Tablodaki Leonardo Loredan Osmanlı tarihinden tanıdık geliyor olmalı. Tanıdık gelmeyenlerin hafızasına biraz ilham vermek gerekirse varlıklı bir ailenin iyi eğitim almış bir çocuğu Loredan. Ticaretle başlayan kariyerine, hırs gerektiren davaları kazanan bir avukat olmayı eklemiş, Venedik soylularından birinin kızıyla da evlenince siyasi kariyer kucağına düşüvermiş. Fakat Venedik Docu olduğu sırda, Venedik Osmanlı ile mücadele ettiğinden siyasi kariyeri toprak kaybıyla başlamış, yetmemiş Papa II. Julius'la anlaşmazlığa düşmüş. 1516'da Venedikli Yahidleri zapturapt altına almayı kafasına koyuyor ve Venedik Senatosu'ndan çıkartığı kararla dünyanın ilk "getto"sunu kuruyor. Bugün birçok dilde kullanılan "getto" kelimesinin  geldiği yer de böylece Venedik, müsebbibi de Loredan oluyor. 

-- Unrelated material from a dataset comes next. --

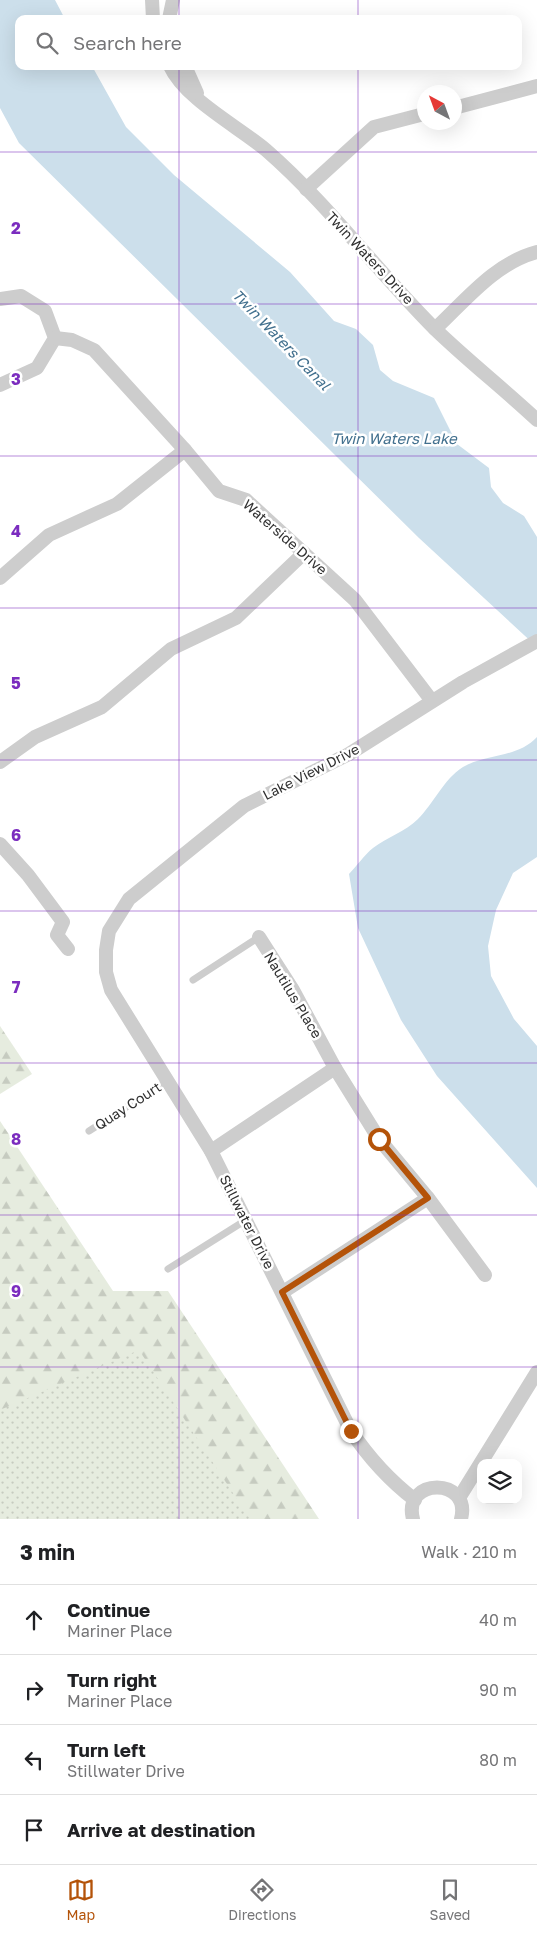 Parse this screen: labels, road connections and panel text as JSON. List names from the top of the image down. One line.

Leonardo Loredan'ın portresine geri dönersek esvabından anlayacağınız üzere bu doçun resmi bir temsili. Keten üzerine brokarlanmış ve tepede boynuz benzeri bir sivriliğe sahip olan başlık "corno ducale" olarak adlandırılan resmi nitelikli bir aksesuar. Üzerinde doğuya özgü desenler taşıyan resmi doc cüppesi var. Venedik doğuya açılan bir liman olarak, çağı için oldukça gizemli sayılan doğunun moda anlayışından da etkileniyor haliyle. Antik Roma'nın büstleri gibi katı bir form sunan portrenin altına iliştirilmiş Kartellino'da IOANNES BELLINVS  yani Giovanni Bellini'nin Latince hali yazıyor. Latincenin modern döneme dek entelektüel dünyayı temsil ettiğine dair de bir kanıt aslında bu kartellino. 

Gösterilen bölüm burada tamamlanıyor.